** Opening RECORDED INFORMATION block **

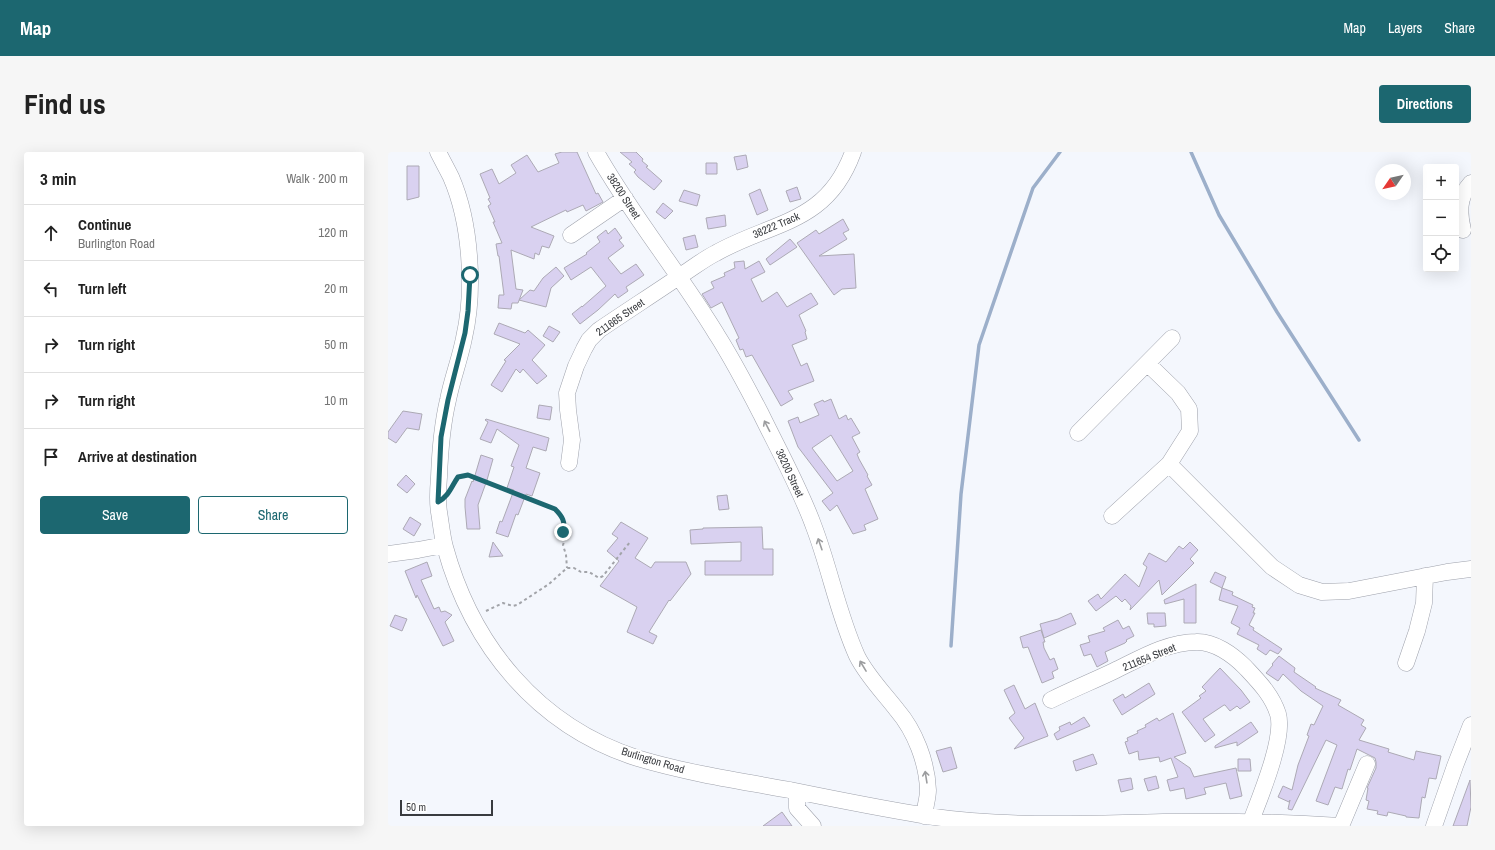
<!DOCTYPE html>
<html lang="en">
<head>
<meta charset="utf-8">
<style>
  :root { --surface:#fff; --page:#f6f6f6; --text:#222; --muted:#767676; --line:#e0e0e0; --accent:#1c6770 }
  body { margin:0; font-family:"Archivo Narrow",sans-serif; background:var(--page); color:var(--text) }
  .controls { position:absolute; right:12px; top:12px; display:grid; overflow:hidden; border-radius:4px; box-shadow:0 4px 16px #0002 }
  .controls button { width:36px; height:36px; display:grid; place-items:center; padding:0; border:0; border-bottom:1px solid var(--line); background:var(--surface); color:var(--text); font:20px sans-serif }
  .compass { position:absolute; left:987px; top:12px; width:36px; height:36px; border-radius:50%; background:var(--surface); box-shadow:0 4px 16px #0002; rotate:236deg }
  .scale { position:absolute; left:12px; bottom:10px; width:93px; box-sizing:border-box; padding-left:4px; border:2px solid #393b3f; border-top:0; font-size:11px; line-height:14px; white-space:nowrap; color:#393b3f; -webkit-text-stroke:3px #fff; paint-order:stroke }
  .stop { position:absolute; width:12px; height:12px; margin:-9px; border:3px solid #1c6770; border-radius:50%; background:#fff }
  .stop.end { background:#1c6770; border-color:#fff; box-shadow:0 1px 4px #0008 }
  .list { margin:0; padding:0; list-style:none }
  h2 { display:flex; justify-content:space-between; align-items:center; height:52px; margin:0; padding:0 16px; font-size:17px }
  h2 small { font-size:13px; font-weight:400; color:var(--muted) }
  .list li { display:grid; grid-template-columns:26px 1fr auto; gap:12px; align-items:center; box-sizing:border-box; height:56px; padding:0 16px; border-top:1px solid var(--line) }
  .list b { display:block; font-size:15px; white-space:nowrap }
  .list p { margin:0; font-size:13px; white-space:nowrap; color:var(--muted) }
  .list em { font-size:13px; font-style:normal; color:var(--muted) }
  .actions { display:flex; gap:8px; padding:12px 16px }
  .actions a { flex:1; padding:9px 0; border:1px solid var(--accent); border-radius:4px; text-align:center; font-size:14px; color:var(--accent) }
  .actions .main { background:var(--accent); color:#fff }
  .icon { flex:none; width:22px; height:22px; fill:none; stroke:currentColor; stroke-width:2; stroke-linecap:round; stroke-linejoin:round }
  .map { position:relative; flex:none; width:1083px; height:674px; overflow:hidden; border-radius:4px }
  header { display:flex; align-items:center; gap:24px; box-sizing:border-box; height:56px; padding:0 20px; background:var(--accent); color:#fff }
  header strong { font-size:19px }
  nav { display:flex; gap:22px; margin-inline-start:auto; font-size:14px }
  .intro { display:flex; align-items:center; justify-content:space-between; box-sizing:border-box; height:96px; padding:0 24px }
  h1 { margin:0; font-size:28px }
  .button { padding:10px 18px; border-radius:4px; background:var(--accent); color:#fff; font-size:14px; font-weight:700 }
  main { display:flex; gap:24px; padding:0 24px }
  aside { flex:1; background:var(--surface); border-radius:4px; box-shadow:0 4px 16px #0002 }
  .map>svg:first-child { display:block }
</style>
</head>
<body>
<header>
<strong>Map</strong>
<nav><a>Map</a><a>Layers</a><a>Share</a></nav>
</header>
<div class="intro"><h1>Find us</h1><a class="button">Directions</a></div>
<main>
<aside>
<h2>3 min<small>Walk · 200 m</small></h2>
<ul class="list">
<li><svg class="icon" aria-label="ahead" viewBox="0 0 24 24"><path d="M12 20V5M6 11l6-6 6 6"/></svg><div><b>Continue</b><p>Burlington Road</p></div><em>120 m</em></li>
<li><svg class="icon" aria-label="left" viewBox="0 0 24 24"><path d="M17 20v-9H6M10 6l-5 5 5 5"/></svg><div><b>Turn left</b></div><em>20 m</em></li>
<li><svg class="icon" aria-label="right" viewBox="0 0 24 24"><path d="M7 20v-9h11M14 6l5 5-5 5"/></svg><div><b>Turn right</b></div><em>50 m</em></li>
<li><svg class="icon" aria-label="right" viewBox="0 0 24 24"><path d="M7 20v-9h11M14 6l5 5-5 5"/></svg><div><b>Turn right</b></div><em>10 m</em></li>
<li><svg class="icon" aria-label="arrive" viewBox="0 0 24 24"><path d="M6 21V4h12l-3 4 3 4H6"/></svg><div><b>Arrive at destination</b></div></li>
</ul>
<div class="actions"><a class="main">Save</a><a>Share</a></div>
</aside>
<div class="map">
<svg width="1083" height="674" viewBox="0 0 1083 674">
  <rect width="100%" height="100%" fill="#f4f7fd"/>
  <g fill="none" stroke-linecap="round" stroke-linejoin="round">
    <!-- stream -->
    <path stroke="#9cafca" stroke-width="3.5" d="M 803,0 L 831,63 L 889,160 L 971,288
      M 563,494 L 573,342 L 591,193 L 645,36 L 672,0"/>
  </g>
  <!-- building -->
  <path fill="#d9d1f0" stroke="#aca9b4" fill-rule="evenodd" d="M 174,0 L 189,0 L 208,42 L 210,41 L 215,50 L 198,59 L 195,53 L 179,60 L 178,58 L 143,75 L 166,84 L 161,96 L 154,94 L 151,103 L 147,101 L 146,107 L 123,98 L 128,137 L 135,138 L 130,151 L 124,151 L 123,157 L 110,156 L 111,143 L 116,143 L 111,104 L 110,104 L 108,92 L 114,91 L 105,70 L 107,70 L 100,54 L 103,52 L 100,47 L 102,46 L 92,22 L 104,17 L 111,32 L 128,21 L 123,13 L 139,3 L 150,20 L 171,11 L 167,2 Z
    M 232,0 L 248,0 L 255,7 L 254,9 L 260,14 L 258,15 L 274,29 L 266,38 L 250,25 L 246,20 L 248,18 L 241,12 L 244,10 Z
    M 358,3 L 360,15 L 349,18 L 346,5 Z
    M 318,11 L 329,11 L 329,22 L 318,22 Z
    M 19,14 L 31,14 L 31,45 L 19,48 Z
    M 409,35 L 413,47 L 402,50 L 398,39 Z
    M 372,37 L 380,58 L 369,63 L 361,42 Z
    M 296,38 L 312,43 L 309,54 L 291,49 Z
    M 275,51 L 285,59 L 277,67 L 268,60 Z
    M 337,63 L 338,74 L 320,77 L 318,66 Z
    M 455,67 L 461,78 L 455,81 L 459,87 L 431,104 L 466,102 L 468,136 L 454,137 L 446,143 L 409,91 L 428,78 L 431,82 Z
    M 227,76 L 234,86 L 231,88 L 236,94 L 220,106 L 233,122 L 248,112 L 256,123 L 238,135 L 240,139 L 230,146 L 227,142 L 210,158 L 192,172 L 184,162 L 194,154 L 194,155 L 218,134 L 203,115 L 183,128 L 176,116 L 199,102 L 198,101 L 212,90 L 209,85 L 218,78 L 220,82 Z
    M 307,83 L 310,95 L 298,98 L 295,86 Z
    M 402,87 L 409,95 L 382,113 L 378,107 Z
    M 356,109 L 357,117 L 371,109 L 377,120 L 363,127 L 374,150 L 389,140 L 399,155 L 423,141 L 430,152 L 411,163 L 418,179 L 417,180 L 419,187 L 404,193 L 413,214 L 419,211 L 426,229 L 400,239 L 405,247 L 393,254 L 364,203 L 358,205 L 355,197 L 352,198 L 348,188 L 351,186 L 334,150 L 323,156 L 314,142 L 326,136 L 323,130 L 337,124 L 336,121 L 347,116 L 346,110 Z
    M 168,115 L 176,124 L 163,136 L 158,155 L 131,148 L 142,138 L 146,139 L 155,126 Z
    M 111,171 L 137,181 L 140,178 L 157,193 L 144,208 L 159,224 L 149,232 L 135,217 L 132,221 L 128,217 L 114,240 L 103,233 L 118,209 L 116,208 L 132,192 L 106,182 Z
    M 161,174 L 172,180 L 165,190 L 155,184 Z
    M 443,247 L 451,267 L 458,263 L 460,268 L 463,266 L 472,281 L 464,285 L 472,300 L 469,302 L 471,307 L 480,323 L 479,324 L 484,333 L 477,337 L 490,367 L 476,373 L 478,378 L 465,382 L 449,353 L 442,359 L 434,349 L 445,341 L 410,295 L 400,269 L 410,265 L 412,271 L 431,263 L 426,252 L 435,248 L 436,250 ZM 443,283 L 465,319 L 449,329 L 424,296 Z
    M 151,253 L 164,255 L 162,268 L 149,266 Z
    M 15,259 L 34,262 L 31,278 L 19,276 L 8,291 L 0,286 L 0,280 Z
    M 98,267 L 161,286 L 158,299 L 145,295 L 138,316 L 152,321 L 144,344 L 138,342 L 130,363 L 128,362 L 120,385 L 108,381 L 112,369 L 114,370 L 126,338 L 119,336 L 126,315 L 123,314 L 131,293 L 109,277 L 103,291 L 92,287 L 100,270 L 97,268 Z
    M 93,303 L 105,307 L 99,328 L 90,353 L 92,377 L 79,377 L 77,355 L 77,347 L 84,329 L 85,330 Z
    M 18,323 L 27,332 L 19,341 L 9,333 Z
    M 339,343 L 341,357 L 331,358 L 329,344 Z
    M 22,365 L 33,372 L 26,384 L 15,377 Z
    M 233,370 L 260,386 L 247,406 L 263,416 L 267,410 L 298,410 L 303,422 L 282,449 L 281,448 L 261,480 L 269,484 L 265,492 L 239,480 L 249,455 L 212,434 L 231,409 L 219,399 L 230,386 L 224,382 Z
    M 374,375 L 375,397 L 385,397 L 385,423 L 317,423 L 317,409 L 353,409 L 353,390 L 303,392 L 302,378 L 315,377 L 315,376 Z
    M 105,390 L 115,404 L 101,405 Z
    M 802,390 L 810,398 L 802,407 L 806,411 L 774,443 L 771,428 L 742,458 L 743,454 L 737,447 L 734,450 L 728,444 L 708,459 L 700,449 L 710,442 L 713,447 L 737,422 L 751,435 L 759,415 L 755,412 L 761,401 L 778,410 L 791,394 L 795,397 Z
    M 39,410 L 44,424 L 33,428 L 46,457 L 51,455 L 53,460 L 57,459 L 64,463 L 57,470 L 66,489 L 55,494 L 29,443 L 28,446 L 17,419 Z
    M 827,420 L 838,425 L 834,436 L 822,430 Z
    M 808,432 L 808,471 L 796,471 L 796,447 L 777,452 L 776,448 Z
    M 834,436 L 845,440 L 844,443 L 865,453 L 864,455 L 867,456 L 865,461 L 867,461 L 861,473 L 866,476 L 865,478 L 894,497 L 890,502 L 882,498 L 878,503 L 869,497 L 871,493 L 849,482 L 852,476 L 843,471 L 850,454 L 831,448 Z
    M 683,461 L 688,472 L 656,486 L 652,472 L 670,467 Z
    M 759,461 L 777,461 L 778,474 L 766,475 L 766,472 L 760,472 Z
    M 7,463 L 19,467 L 14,479 L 2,474 Z
    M 730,468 L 735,477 L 741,474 L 746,484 L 738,488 L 739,489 L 737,491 L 717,500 L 720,509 L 709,515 L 703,502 L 696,504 L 692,493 L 702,490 L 700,484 L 717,479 L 715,476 Z
    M 653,478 L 657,490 L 655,490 L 656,496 L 662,508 L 666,506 L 670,517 L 664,520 L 666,526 L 654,531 L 640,495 L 635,496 L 632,485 Z
    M 891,504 L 907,516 L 906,520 L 928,535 L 927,536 L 953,548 L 950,553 L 976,568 L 973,573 L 978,576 L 971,588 L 1001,597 L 1000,600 L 1026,608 L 1028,599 L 1053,604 L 1048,627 L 1041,626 L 1037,646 L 1034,645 L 1031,666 L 1018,665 L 1018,664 L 1000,660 L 999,664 L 989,662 L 990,659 L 979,657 L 981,649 L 978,648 L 980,636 L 979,636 L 988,616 L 988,610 L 987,606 L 969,597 L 962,618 L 960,617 L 954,637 L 947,635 L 940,653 L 928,649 L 949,593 L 938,588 L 904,658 L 900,657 L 902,648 L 901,650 L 890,645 L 895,634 L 904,638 L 910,613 L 921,584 L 919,583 L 923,572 L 926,573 L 935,554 L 913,539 L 895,522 L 890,529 L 878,521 L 885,513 L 884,512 Z
    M 832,516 L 853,538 L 862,550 L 852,557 L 849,554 L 842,559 L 837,553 L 836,553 L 815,567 L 827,583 L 817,590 L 794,560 L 813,546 L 811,544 L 818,539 L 814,535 Z
    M 761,531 L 767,542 L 734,563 L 725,548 L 735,542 L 737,546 Z
    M 626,533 L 637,557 L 647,551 L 660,584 L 626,597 L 636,586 L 621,566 L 627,561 L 616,538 Z
    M 785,561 L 798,601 L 786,605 L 802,616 L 806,625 L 848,616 L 854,644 L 842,647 L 838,631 L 816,636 L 818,642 L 798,647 L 796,636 L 782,639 L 779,628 L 790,625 L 783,606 L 772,610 L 771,605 L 751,608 L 750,599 L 741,602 L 737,590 L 740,589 L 739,586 L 750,581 L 749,579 L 758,575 L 757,573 L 769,566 L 771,569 Z
    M 696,565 L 702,574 L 669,588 L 666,582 L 672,578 L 671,575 L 682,570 L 683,573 Z
    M 863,570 L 870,580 L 849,594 L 849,590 L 827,596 L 827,594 Z
    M 563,595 L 569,616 L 555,620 L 548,599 Z
    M 705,602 L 709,612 L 688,619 L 685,609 Z
    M 850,607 L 862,607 L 863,619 L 850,619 Z
    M 768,624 L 771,636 L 760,639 L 756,627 Z
    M 743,626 L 745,637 L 733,640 L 730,628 Z
    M 1082,628 L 1083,655 L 1079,674 L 1065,674 Z
    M 394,660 L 404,674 L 375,674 Z"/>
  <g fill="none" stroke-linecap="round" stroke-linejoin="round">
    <!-- minor casing -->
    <g stroke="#9ea1ab" stroke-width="17">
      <path id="minor" d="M 50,0 C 54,8 59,17 63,25 C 83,71 87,138 76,186 C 72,207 64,227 60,248 C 54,273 52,299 51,325 C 50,337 49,348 51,360 C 53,372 54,384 57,395 C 84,494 150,574 249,606 C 299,621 351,629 402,638 C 446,647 490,656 534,663 C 562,668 591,670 619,671 C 671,674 723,671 775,670 C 835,669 893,670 952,674
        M 208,0 C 244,64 291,120 329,183 C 345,208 359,235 373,262 C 391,299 412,336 426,375 C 442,417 450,462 469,504 C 479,524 495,540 509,558 C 527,579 539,610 540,638 C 540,646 537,655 536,664
        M 1075,78 C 1071,61 1070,45 1083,31
        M 183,83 L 237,46
        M 690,281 L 784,186
        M 181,311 L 184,288 L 180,258 L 179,241 L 188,214 L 196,197 L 201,188 L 211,178 C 239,159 267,141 295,122 C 306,115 316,107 328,101 C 385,69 439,72 465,0
        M 781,312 L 884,415 L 911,433 L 934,440 L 961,439 L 1059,420 L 1083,417
        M 724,364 L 781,312 L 802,279 L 801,257 L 790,241 L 760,212
        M 0,402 L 30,398 L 56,393
        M 1018,511 L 1029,479 L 1036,451 L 1037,424
        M 663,548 C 683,538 705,529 726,519 C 751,507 779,490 808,490 C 826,489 845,503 857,515 C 871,530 884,543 890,562 C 897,586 872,645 863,669
        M 409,640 L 409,656 L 425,674
        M 953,674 L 979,612
        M 1046,674 L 1067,614 L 1083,573"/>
    </g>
    <!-- path -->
    <path stroke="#a2a4a9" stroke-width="2" stroke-dasharray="3 3" stroke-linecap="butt" d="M 65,332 L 70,325 L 80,323 L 167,357 L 173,362 L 176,372 L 175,380 L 177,387 L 175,393 L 178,403 L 179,416
      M 98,459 L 115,451 L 125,454 L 129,453 L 161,432 L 179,416 L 186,416 L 193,420 L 201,420 L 211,426 L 215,424 L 242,390"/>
    <!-- minor -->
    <use href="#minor" stroke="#fff" stroke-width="16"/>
  </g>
  <!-- one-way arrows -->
  <defs><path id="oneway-shaft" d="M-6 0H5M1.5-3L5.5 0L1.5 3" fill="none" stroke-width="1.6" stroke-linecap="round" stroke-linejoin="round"/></defs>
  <g stroke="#9c9d9f">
    <use href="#oneway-shaft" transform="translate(379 274) rotate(-117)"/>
    <use href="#oneway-shaft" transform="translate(432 392) rotate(-109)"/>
    <use href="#oneway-shaft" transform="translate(475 514) rotate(-121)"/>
    <use href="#oneway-shaft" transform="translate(538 625) rotate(-99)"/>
  </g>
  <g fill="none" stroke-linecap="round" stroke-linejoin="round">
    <!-- route -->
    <path stroke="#1c6770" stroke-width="5" d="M 82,123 L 80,159 L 77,181 L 60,248 L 53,285 L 50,350 C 61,344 63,335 70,325 L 80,323 L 167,357 C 174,364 178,370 175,380"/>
  </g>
  <g text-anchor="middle" stroke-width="4" stroke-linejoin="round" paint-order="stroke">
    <!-- street labels -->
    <g font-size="11" fill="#393b3f" stroke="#fff">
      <text transform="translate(236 44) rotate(57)" y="4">38200 Street</text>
      <text transform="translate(388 73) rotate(-23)" y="4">38222 Track</text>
      <text transform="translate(232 165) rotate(-35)" y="4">211665 Street</text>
      <text transform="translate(402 321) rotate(65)" y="4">38200 Street</text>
      <text transform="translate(761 505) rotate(-22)" y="4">211654 Street</text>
      <text transform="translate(265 608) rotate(17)" y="4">Burlington Road</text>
    </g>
  </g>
</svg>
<div class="controls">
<button>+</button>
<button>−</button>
<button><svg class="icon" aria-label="locate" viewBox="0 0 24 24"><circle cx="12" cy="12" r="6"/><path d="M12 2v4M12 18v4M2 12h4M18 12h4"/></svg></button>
</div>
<svg class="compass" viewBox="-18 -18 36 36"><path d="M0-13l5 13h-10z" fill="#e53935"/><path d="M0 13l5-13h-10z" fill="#767676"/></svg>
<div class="scale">50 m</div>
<div class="stop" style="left:82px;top:123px"></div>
<div class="stop end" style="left:175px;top:380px"></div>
</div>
</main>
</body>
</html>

** Closing RECORDED INFORMATION block **

The answer should contain only the lines from the beginning of the material above through the line with "position:absolute; width:12px; height:12px;", retyped exactly, with the pictures removed.

<!DOCTYPE html>
<html lang="en">
<head>
<meta charset="utf-8">
<style>
  :root { --surface:#fff; --page:#f6f6f6; --text:#222; --muted:#767676; --line:#e0e0e0; --accent:#1c6770 }
  body { margin:0; font-family:"Archivo Narrow",sans-serif; background:var(--page); color:var(--text) }
  .controls { position:absolute; right:12px; top:12px; display:grid; overflow:hidden; border-radius:4px; box-shadow:0 4px 16px #0002 }
  .controls button { width:36px; height:36px; display:grid; place-items:center; padding:0; border:0; border-bottom:1px solid var(--line); background:var(--surface); color:var(--text); font:20px sans-serif }
  .compass { position:absolute; left:987px; top:12px; width:36px; height:36px; border-radius:50%; background:var(--surface); box-shadow:0 4px 16px #0002; rotate:236deg }
  .scale { position:absolute; left:12px; bottom:10px; width:93px; box-sizing:border-box; padding-left:4px; border:2px solid #393b3f; border-top:0; font-size:11px; line-height:14px; white-space:nowrap; color:#393b3f; -webkit-text-stroke:3px #fff; paint-order:stroke }
  .stop { position:absolute; width:12px; height:12px; margin:-9px; border:3px solid #1c6770; border-radius:50%; background:#fff }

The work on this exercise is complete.